1. The total amount spent is [tex]$5.27, the pineapple costs $[/tex]3.40, and the cost of tomatoes per pound is $0.85. Carina correctly set up the initial equation representing the total amount spent:
[tex]\[ 3.40 + 0.85x = 5.27 \][/tex]
2. To isolate [tex]\(x\)[/tex], Carina subtracted the cost of the pineapple from the total amount:
[tex]\[ 0.85x = 5.27 - 3.40 \][/tex]
Let's compute the difference:
[tex]\[ 5.27 - 3.40 = 1.87 \][/tex]
Therefore, the equation should now be:
[tex]\[ 0.85x = 1.87 \][/tex]
3. To find the number of pounds of tomatoes, Carina should have divided 1.87 by 0.85:
[tex]\[ x = \frac{1.87}{0.85} \][/tex]
When calculated, this yields:
[tex]\[ x \approx 2.20 \text{ pounds} \][/tex]
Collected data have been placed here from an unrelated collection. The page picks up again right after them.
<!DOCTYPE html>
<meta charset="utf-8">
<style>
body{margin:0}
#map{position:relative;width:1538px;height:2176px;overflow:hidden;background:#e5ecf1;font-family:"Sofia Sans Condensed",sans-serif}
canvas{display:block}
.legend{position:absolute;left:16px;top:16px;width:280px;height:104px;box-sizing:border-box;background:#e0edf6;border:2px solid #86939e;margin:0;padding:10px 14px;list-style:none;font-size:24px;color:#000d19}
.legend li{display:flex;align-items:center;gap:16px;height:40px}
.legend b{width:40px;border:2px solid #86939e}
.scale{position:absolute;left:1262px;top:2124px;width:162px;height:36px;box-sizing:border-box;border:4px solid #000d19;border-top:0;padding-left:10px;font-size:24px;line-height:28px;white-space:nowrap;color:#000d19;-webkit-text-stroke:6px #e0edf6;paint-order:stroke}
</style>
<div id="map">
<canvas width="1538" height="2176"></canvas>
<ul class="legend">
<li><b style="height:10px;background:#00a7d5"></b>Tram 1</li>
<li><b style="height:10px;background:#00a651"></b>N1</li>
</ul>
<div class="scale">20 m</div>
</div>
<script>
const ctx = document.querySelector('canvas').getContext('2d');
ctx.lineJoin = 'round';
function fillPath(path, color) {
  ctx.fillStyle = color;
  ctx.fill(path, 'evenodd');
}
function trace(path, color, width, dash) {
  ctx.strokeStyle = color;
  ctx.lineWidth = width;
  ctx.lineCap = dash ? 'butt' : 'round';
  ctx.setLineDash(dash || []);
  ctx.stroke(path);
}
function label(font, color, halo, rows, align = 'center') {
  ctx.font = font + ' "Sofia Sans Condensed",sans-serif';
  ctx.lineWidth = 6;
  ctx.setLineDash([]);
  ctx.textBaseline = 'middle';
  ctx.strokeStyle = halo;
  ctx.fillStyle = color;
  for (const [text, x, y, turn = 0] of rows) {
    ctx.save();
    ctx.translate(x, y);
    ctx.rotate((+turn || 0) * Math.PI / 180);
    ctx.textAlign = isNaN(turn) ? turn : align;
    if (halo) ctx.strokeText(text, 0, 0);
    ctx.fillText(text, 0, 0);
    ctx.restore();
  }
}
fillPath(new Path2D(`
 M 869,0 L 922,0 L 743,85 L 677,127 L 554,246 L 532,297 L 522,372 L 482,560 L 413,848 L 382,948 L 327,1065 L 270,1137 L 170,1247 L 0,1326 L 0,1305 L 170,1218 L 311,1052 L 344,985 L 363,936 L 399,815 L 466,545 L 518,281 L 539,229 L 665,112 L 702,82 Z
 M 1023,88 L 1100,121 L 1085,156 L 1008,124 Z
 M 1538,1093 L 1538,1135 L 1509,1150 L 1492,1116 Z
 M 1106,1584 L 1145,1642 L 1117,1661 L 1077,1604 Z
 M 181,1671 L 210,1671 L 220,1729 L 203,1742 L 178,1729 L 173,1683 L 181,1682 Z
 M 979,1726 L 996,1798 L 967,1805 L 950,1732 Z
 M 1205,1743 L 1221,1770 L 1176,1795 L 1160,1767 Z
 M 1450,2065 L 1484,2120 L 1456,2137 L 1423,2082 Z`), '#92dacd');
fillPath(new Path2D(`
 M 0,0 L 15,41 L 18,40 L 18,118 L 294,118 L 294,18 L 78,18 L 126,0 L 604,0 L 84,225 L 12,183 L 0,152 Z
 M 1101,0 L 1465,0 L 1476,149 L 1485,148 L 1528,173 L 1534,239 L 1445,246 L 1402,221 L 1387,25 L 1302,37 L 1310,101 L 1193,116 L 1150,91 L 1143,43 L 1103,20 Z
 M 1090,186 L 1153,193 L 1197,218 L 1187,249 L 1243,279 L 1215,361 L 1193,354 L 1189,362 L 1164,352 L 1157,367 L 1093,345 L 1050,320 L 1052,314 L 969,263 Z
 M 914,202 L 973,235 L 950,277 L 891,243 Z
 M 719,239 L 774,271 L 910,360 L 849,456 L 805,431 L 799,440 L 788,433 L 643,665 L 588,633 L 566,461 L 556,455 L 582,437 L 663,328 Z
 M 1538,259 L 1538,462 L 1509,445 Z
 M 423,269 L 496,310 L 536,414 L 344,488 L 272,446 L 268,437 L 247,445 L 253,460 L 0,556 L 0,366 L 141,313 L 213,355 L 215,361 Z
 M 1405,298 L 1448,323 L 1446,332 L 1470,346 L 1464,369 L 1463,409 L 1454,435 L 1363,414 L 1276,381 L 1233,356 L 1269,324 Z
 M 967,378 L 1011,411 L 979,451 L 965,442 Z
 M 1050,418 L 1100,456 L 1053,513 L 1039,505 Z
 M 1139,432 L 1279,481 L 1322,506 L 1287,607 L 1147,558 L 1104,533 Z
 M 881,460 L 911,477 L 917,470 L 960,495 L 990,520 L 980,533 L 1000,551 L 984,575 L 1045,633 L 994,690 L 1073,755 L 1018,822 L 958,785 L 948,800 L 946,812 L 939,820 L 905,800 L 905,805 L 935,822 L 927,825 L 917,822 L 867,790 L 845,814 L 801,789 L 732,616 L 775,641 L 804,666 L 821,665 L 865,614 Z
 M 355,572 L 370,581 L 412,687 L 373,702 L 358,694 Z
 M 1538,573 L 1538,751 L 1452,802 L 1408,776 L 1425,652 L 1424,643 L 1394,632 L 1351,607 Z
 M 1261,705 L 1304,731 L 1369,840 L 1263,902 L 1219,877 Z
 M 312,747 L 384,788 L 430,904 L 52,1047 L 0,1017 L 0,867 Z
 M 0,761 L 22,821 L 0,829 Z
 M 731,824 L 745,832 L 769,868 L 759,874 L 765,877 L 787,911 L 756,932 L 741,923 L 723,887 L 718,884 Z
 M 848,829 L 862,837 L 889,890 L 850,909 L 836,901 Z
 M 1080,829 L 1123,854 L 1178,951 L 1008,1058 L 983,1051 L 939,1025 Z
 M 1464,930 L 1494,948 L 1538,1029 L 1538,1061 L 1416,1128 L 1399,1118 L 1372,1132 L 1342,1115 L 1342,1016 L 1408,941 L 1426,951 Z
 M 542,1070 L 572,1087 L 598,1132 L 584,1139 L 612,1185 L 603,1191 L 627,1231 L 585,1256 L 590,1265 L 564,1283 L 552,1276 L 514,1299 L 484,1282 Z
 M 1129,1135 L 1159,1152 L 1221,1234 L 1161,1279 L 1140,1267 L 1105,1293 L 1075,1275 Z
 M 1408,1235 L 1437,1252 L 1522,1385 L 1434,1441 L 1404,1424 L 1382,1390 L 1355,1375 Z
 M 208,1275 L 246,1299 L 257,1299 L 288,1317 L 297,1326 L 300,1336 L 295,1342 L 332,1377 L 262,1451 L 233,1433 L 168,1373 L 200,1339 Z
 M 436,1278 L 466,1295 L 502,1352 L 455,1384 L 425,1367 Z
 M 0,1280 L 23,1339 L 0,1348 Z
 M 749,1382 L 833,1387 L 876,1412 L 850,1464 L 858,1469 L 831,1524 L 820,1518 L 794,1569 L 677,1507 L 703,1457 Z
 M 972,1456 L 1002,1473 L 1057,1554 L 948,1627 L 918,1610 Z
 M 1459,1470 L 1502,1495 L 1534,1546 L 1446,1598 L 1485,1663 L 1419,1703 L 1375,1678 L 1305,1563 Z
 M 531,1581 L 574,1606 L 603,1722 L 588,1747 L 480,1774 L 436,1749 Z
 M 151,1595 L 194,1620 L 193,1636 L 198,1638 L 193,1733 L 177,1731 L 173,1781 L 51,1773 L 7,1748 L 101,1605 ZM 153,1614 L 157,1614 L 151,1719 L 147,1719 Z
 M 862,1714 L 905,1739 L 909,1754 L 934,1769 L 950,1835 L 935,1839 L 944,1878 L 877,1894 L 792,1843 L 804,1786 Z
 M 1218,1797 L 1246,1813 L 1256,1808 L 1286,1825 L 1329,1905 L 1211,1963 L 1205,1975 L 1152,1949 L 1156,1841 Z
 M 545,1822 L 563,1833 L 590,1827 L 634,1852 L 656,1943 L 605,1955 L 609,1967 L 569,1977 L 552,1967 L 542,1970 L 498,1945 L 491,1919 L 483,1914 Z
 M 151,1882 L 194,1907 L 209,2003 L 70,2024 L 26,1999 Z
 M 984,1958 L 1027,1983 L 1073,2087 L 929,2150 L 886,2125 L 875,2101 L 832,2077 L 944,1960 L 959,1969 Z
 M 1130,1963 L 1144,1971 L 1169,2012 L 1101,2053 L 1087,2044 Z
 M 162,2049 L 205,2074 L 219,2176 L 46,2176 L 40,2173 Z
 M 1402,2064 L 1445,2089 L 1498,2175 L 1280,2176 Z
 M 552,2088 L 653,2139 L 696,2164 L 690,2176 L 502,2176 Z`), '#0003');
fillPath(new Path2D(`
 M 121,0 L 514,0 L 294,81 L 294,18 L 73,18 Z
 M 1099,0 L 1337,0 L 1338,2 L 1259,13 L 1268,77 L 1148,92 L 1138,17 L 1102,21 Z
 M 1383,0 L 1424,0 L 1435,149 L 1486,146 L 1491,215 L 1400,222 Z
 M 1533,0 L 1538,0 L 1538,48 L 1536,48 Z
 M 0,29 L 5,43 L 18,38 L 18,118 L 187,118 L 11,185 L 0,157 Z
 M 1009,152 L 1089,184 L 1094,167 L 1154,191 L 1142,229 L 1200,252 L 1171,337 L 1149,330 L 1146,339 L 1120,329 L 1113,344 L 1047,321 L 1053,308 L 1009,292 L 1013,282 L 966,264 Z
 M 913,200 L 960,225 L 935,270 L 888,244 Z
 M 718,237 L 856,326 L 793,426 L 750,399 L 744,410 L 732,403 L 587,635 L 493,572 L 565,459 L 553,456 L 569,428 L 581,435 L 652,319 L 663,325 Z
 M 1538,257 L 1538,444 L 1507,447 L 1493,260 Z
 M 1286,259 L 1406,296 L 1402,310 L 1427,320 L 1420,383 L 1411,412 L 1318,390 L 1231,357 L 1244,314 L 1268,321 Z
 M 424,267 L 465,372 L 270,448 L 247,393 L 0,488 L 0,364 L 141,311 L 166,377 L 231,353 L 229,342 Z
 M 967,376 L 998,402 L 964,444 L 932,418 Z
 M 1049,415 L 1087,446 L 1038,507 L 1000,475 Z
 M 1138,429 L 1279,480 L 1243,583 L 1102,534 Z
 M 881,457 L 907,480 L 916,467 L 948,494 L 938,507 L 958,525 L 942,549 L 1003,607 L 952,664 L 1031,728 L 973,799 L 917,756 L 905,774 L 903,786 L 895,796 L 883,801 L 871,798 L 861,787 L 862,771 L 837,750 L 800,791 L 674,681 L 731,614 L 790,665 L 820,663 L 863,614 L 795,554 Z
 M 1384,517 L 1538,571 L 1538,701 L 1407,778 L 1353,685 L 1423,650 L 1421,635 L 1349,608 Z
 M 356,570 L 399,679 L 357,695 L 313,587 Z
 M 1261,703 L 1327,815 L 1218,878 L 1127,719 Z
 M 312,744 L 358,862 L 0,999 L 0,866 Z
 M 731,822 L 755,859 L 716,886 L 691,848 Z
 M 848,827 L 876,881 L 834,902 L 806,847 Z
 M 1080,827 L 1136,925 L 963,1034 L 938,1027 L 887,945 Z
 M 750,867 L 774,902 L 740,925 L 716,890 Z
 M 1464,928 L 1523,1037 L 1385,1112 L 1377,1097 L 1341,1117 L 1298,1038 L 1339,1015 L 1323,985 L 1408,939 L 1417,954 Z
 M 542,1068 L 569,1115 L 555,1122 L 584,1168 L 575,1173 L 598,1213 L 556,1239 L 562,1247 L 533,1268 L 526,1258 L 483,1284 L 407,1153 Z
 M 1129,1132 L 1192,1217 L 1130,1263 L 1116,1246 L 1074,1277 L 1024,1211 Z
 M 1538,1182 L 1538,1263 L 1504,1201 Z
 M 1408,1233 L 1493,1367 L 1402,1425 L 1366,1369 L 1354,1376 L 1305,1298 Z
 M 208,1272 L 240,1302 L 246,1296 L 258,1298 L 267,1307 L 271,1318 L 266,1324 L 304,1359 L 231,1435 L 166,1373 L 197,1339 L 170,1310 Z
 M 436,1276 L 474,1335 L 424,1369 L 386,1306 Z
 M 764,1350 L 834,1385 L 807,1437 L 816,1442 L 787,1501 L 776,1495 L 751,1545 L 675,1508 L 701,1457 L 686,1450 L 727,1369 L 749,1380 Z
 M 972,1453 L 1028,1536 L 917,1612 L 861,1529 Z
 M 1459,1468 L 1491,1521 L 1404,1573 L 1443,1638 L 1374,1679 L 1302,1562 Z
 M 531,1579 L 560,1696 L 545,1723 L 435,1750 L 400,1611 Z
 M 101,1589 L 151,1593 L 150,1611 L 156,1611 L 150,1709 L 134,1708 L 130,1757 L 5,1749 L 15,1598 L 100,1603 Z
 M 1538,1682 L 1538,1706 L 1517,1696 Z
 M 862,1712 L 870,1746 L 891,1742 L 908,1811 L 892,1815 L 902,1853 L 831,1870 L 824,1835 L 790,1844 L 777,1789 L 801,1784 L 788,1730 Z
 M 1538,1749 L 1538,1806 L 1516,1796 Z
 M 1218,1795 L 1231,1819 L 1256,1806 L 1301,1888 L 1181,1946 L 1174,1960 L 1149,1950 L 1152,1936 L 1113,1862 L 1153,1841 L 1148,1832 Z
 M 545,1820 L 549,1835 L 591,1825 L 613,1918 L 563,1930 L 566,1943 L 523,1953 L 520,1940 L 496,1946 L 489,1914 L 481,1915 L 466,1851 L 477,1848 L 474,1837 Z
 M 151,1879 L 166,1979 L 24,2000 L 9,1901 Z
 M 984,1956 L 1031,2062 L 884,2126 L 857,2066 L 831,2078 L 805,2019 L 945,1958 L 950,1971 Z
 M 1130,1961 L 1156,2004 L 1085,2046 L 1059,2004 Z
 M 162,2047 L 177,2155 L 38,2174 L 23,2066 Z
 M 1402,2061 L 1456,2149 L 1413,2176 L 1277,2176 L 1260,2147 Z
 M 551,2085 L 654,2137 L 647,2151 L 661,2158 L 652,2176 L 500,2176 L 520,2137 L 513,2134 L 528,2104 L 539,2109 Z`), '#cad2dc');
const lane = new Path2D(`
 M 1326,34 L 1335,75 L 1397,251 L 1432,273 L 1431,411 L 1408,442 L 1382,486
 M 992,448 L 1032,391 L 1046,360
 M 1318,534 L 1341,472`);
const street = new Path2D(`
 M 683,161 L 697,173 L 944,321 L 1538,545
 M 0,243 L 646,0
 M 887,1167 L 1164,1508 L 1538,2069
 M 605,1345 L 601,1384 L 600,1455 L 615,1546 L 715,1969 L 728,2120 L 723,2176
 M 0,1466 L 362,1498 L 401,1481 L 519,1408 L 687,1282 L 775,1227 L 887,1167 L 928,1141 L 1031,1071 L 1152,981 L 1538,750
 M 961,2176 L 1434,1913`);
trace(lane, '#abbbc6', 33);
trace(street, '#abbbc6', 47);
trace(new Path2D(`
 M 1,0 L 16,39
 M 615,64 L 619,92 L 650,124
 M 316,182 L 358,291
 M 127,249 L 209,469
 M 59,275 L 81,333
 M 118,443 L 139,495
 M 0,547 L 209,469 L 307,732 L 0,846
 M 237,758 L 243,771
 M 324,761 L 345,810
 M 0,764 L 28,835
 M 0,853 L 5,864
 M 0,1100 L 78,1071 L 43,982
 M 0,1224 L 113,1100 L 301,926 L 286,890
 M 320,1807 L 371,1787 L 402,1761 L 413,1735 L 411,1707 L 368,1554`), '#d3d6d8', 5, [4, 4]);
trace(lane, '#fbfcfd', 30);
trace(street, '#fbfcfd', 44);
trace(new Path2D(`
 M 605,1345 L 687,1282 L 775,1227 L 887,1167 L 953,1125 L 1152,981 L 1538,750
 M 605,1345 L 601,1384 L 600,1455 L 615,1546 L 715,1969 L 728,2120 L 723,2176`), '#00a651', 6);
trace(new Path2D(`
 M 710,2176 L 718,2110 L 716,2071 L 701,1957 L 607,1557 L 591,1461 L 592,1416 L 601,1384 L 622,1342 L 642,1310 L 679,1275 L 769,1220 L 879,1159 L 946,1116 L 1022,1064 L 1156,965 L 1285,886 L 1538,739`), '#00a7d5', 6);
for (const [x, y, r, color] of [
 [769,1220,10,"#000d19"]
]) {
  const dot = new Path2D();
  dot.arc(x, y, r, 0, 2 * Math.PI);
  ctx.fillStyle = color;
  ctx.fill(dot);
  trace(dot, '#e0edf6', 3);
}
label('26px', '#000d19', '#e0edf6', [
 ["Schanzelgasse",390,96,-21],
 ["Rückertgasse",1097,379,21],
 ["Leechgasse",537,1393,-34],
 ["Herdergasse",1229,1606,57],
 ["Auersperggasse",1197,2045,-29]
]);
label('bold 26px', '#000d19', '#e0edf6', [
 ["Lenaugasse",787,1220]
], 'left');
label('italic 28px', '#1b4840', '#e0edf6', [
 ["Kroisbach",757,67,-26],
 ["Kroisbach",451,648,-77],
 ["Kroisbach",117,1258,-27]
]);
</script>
Now let's check Carina's steps and identify where the error occurred:
- Carina’s second step in her solution states:
[tex]\[ 0.85x = 8.67 \][/tex]
This is incorrect. Instead of 8.67, the correct simplified equation is:
[tex]\[ 0.85x = 1.87 \][/tex]
So where did Carina go wrong?
- Carina made an error in the step where she simplified the equation. The correct simplification should be:
[tex]\[ 0.85x = 1.87 \][/tex]
Not:
[tex]\[ 0.85x = 8.67 \][/tex]
In conclusion, Carina should have subtracted 3.40 from 5.27 to get 1.87, and then divided 1.87 by 0.85 to find the correct number of pounds of tomatoes. Carina initially had the right idea but executed the simplification incorrectly and used an incorrect value in her equation. Therefore, the correct answer is that "Carina should have subtracted 3.40 from 5.27."